Before launching into his long, uninterrupted discussion on the health of radio and where Saga stands, Bush noted a few highlights of the company’s Q3: revenue was flat, ex-political. This came despite a $779,000 reduction in station operating expenses during the quarter, on a same-station basis.
Christian then began talking, noting how Q4 looks soft “due to the headwinds of last year’s political spending.” Without mincing words, he says so far this year, “political has been very disappointing.”
Christian was hoping political would have picked up in 2019. It hasn’t.
He then blamed a portion of the revenue dip on some of the radio industry’s larger companies that he believes are taking more national business in a way Saga would prefer to stay away from: some competitors are going after share, not rate.
“We have gone 180 degrees on this, and radio is on a downward trajectory on this,” Christian lamented. “That’s their prerogative … I don’t condemn them on this. But, we provide value instead of bulk distribution. We still feel and absorb the pain of missing these buys because we aren’t rate competitive — nor will we be.”
Christian added that Saga “would rather build a business by working directly with clients.”
And, he says similar situations are present at local advertising agencies.
Another headwind for Saga is the economy. In farm states where it has stations, tariffs imposed by the Trump Administration, along with poor weather, have created a difficult economic situation. Christian then noted consumer debt concerns he and Bush have been eyeing.
What is the solution for companies like Saga?
This is where famed Green Bay Packers coach Lombardi was mentioned by Christian. During a difficult season, a particular bad game had ended. What did he do?
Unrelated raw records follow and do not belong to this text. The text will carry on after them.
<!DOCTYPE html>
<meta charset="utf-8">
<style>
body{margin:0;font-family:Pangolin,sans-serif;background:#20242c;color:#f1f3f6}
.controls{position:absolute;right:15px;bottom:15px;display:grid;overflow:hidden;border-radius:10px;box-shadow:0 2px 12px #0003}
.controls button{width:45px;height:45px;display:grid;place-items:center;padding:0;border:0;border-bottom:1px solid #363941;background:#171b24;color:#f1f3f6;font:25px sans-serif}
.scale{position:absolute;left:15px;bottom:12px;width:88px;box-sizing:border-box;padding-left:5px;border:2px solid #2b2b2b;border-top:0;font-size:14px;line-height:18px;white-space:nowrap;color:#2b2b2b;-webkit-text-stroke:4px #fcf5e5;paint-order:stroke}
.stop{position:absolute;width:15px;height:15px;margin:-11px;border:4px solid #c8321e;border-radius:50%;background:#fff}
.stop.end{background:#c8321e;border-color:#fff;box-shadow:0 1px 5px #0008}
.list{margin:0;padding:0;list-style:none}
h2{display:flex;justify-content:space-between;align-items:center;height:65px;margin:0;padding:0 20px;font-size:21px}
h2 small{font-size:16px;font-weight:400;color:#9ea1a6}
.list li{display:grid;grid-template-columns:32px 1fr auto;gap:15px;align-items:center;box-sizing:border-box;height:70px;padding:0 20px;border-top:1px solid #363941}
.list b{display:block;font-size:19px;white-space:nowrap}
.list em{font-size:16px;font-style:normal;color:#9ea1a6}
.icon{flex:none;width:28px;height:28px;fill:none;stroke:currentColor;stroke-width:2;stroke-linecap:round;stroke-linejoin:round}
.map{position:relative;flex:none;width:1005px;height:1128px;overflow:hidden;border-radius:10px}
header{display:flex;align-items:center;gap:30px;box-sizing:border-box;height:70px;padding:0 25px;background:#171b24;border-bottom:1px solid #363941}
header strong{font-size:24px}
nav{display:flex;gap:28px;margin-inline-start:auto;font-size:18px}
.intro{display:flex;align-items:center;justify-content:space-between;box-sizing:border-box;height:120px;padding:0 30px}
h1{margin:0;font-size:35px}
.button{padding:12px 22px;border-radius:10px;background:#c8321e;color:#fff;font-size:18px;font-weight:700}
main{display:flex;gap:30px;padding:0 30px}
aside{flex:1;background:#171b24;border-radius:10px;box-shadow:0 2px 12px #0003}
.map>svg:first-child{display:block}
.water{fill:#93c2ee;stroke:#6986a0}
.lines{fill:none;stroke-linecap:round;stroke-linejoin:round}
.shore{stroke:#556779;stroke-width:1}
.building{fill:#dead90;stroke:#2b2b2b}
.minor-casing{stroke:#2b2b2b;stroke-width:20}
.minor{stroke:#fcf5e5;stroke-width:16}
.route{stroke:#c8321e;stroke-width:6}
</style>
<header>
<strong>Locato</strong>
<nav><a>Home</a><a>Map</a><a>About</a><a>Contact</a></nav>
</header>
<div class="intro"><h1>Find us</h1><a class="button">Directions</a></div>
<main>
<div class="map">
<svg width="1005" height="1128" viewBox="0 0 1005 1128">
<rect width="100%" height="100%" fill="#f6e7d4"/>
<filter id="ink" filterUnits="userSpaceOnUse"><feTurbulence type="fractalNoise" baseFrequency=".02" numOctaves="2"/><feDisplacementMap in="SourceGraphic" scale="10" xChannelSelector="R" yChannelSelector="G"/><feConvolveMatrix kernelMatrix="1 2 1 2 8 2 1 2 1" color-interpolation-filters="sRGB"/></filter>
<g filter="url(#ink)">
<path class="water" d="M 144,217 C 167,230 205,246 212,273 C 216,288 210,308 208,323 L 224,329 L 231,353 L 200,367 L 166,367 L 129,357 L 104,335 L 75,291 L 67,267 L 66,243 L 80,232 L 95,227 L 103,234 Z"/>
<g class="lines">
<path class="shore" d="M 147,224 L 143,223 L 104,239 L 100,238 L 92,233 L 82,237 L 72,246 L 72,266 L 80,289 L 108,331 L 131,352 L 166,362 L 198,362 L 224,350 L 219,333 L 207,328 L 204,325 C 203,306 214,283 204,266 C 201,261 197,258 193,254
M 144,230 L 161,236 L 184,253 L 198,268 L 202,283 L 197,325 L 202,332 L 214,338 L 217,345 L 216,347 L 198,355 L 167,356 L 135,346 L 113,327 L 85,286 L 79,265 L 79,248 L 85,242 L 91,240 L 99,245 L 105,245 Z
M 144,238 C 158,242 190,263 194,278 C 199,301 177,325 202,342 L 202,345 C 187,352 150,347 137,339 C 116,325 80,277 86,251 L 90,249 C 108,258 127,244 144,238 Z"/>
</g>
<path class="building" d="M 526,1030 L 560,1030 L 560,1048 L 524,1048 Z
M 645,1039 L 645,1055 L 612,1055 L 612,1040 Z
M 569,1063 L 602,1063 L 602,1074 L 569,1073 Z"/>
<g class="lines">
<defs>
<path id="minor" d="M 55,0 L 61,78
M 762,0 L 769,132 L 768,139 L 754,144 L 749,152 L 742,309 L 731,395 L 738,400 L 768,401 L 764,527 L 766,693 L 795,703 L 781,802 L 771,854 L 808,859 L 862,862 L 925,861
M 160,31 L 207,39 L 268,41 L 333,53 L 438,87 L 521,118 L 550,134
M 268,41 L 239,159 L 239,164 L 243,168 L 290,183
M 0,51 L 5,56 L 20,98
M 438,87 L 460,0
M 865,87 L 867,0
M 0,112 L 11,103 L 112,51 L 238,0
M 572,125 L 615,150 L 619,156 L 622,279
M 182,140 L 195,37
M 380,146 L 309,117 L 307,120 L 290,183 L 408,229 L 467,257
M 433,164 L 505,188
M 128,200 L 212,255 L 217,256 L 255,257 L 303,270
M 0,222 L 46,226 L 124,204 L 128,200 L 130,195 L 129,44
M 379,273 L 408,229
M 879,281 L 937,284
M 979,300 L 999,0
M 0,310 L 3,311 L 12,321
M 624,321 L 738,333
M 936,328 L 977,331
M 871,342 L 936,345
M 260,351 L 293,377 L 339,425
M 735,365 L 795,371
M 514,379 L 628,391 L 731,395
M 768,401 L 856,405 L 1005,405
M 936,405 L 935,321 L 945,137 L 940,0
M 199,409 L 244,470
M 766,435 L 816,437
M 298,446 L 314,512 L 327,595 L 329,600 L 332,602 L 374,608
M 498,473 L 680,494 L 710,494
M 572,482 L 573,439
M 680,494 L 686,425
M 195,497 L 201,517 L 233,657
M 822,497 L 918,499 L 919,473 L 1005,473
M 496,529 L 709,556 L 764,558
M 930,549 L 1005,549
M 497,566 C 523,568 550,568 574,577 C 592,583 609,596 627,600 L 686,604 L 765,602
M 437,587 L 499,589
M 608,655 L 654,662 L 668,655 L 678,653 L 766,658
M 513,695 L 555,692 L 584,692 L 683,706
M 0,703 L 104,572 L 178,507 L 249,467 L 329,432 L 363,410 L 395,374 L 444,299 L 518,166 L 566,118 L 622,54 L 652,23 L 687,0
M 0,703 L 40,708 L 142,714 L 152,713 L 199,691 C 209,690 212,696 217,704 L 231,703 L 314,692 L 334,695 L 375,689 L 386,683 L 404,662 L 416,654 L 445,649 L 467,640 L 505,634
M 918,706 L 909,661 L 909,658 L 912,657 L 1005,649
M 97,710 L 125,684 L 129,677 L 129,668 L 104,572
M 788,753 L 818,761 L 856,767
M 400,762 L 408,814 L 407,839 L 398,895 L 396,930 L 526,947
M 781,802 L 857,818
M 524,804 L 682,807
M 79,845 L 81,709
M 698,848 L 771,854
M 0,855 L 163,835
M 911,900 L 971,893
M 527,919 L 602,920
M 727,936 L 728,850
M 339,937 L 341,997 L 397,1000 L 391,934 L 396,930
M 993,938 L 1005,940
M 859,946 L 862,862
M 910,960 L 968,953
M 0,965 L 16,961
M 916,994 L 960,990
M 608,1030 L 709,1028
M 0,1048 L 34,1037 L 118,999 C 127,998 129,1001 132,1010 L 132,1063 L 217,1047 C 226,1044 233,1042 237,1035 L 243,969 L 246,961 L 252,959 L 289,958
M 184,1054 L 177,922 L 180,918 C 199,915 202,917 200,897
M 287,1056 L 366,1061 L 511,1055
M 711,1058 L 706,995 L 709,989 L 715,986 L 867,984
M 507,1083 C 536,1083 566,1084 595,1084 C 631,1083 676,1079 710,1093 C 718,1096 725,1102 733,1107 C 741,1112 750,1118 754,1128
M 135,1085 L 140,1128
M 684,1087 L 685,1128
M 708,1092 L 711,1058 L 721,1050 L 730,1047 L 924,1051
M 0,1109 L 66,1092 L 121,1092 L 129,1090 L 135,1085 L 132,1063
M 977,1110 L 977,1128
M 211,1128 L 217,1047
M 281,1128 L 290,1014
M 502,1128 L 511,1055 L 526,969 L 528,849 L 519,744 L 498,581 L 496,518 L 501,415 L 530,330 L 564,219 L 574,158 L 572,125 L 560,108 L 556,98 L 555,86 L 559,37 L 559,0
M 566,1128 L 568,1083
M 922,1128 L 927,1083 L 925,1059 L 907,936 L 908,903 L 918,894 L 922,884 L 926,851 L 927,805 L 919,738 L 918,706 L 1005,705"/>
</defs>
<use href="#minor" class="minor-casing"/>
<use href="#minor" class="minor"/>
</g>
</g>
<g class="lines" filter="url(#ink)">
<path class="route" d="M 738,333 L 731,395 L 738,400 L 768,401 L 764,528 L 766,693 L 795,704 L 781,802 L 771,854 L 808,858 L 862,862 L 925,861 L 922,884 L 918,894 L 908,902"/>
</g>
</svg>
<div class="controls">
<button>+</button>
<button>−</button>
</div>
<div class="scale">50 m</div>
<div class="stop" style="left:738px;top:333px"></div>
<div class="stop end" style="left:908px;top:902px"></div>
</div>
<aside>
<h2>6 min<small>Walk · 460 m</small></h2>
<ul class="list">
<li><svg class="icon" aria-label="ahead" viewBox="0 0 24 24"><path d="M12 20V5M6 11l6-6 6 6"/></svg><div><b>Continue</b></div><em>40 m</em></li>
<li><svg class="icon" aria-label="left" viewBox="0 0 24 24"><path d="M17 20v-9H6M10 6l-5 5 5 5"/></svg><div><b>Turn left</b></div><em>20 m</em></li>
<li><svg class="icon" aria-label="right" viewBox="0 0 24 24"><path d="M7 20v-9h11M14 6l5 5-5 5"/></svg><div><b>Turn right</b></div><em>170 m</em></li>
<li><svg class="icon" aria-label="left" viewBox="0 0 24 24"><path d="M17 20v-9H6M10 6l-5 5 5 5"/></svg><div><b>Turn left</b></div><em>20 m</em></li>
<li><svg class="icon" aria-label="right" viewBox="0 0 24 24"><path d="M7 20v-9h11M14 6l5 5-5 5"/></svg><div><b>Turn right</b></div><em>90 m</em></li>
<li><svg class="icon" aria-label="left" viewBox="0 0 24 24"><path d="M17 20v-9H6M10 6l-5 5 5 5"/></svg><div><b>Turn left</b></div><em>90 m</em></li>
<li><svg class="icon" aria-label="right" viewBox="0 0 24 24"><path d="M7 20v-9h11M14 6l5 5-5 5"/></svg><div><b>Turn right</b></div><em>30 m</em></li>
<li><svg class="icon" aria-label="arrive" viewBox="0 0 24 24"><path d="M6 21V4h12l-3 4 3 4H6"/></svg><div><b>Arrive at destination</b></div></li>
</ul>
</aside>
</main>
Lombardi addressed his players in the Packers locker room by declaring the team had to get back to basics. “He picked up the pigskin and said, ‘Gentlemen, this is a football,'” Christian said. “We need to pick up the teaching with our sellers and practice, practice, practice.”
Christian spoke at length about turning to the basics of radio while training the sales associate on how to best sell local direct, as they are not getting agency revenue, to build longer-term relationships with clients.
Christian also shared a story about bed bugs, and how a mattress dealer was tied in to a promotion — something that demonstrates how Christian and his team are discovering new uses for an old medium.
Then, he ventured to Iceland to talk about the fishing industry.
There was a point, and it tied in to Christian’s conviction that the radio business fundamentals are strong, but that the industry must not sit “idly by” while the world changes around it.
Doing so would disappoint Saga’s investors.